Segment Start: Dataset entries

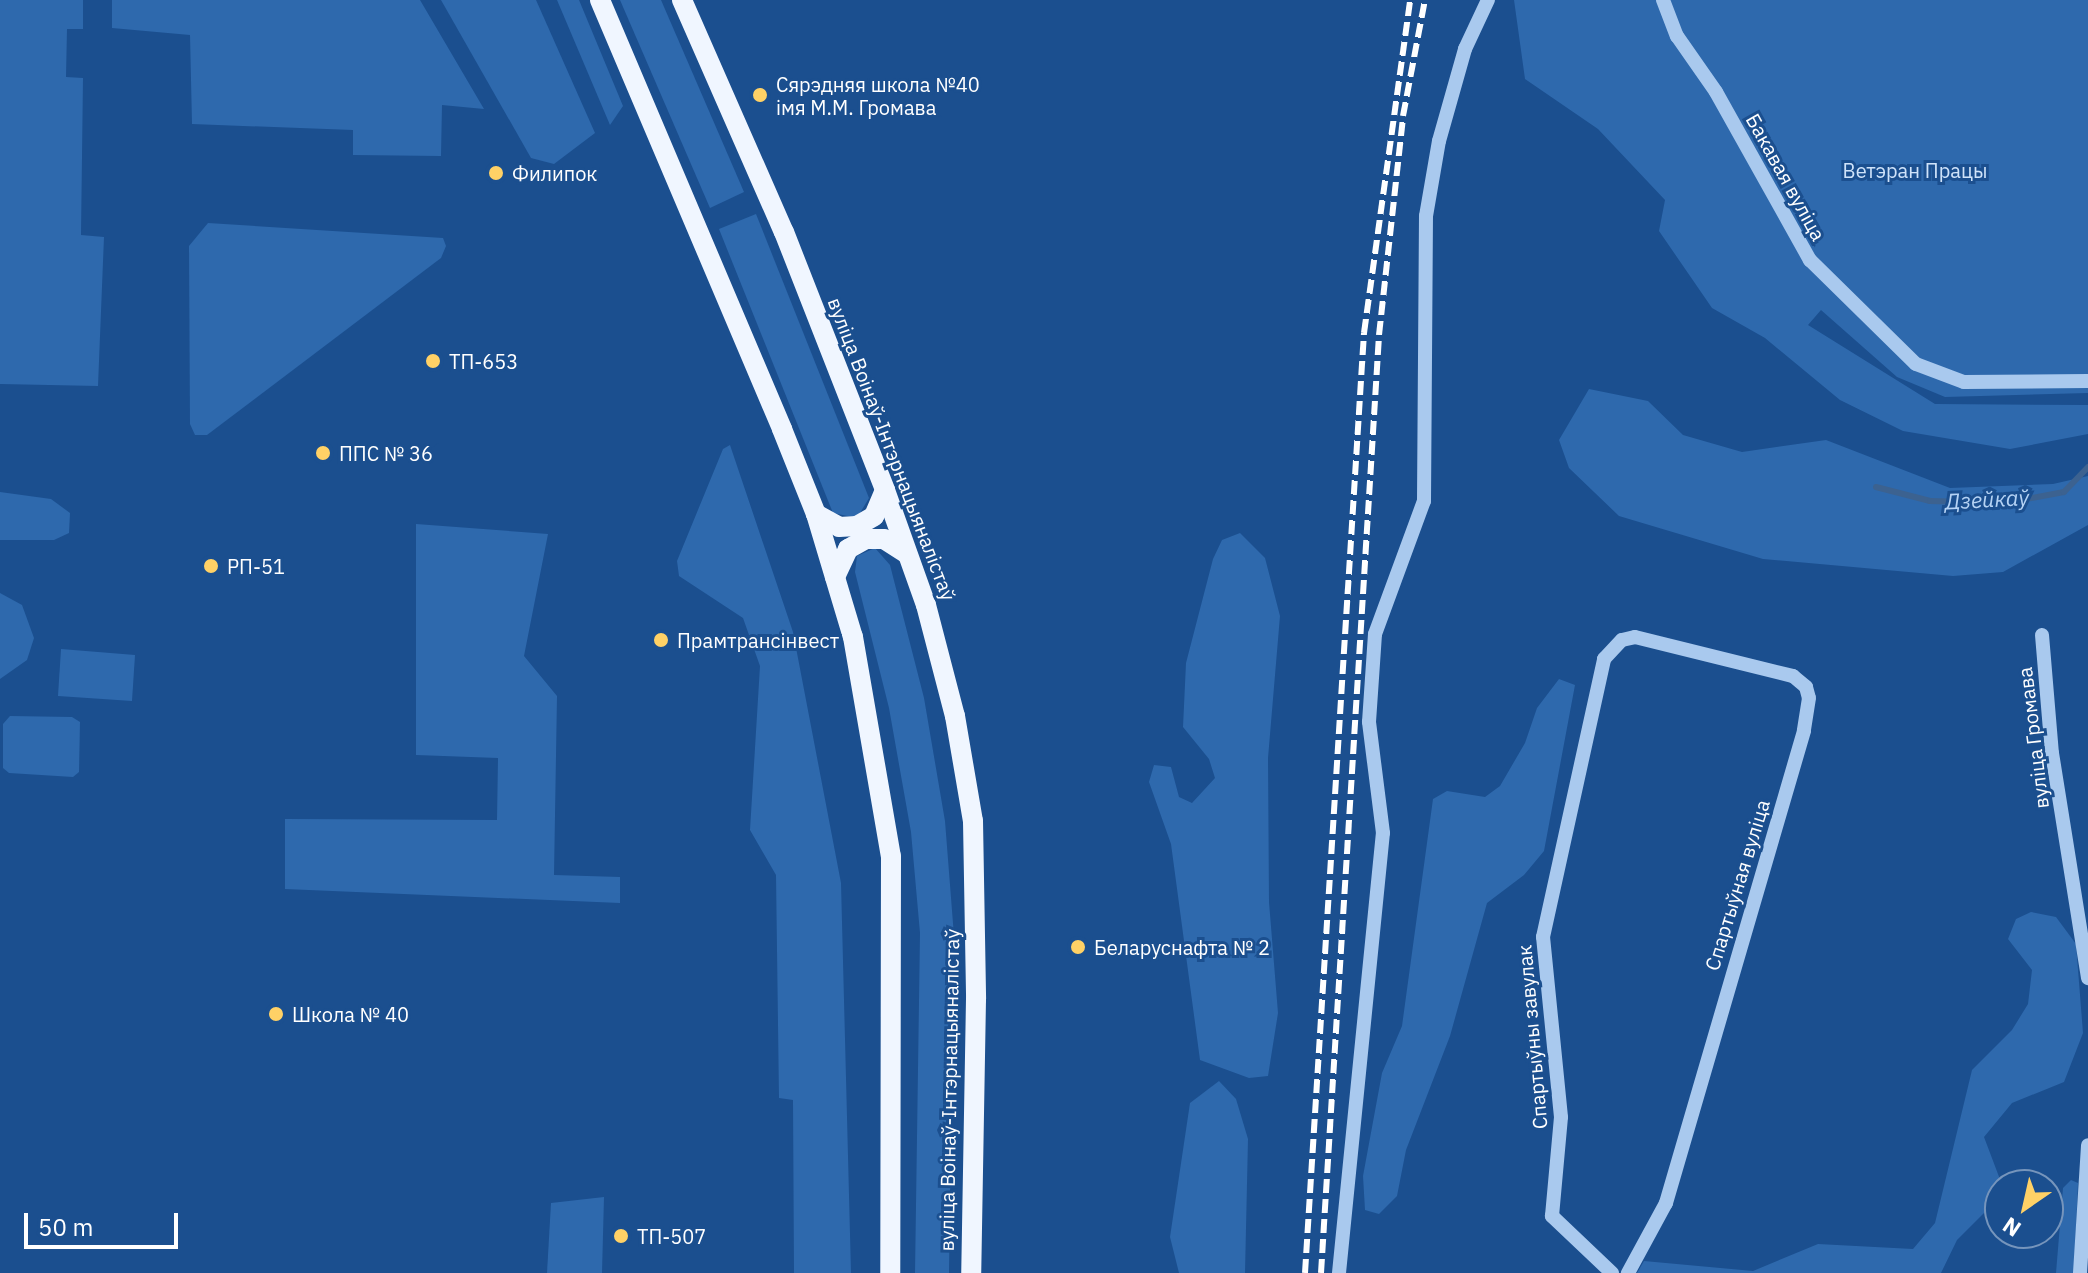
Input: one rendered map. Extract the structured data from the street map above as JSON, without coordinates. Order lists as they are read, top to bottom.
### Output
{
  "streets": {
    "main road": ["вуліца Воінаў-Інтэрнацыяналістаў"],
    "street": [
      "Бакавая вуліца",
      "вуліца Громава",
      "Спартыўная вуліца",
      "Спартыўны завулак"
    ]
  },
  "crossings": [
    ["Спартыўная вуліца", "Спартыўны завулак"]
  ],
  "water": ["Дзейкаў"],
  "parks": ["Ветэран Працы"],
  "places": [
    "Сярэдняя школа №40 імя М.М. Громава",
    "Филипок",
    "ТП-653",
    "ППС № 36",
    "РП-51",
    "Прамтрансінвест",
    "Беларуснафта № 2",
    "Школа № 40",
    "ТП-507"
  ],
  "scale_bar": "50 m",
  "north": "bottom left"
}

Segment End: Dataset entries

Task description:
Copy the preceding data in full and word for word, dropping its pictures.

Answer below:
Input: one rendered map. Extract the structured data from the street map above as JSON, without coordinates. Order lists as they are read, top to bottom.
### Output
{
  "streets": {
    "main road": ["вуліца Воінаў-Інтэрнацыяналістаў"],
    "street": [
      "Бакавая вуліца",
      "вуліца Громава",
      "Спартыўная вуліца",
      "Спартыўны завулак"
    ]
  },
  "crossings": [
    ["Спартыўная вуліца", "Спартыўны завулак"]
  ],
  "water": ["Дзейкаў"],
  "parks": ["Ветэран Працы"],
  "places": [
    "Сярэдняя школа №40 імя М.М. Громава",
    "Филипок",
    "ТП-653",
    "ППС № 36",
    "РП-51",
    "Прамтрансінвест",
    "Беларуснафта № 2",
    "Школа № 40",
    "ТП-507"
  ],
  "scale_bar": "50 m",
  "north": "bottom left"
}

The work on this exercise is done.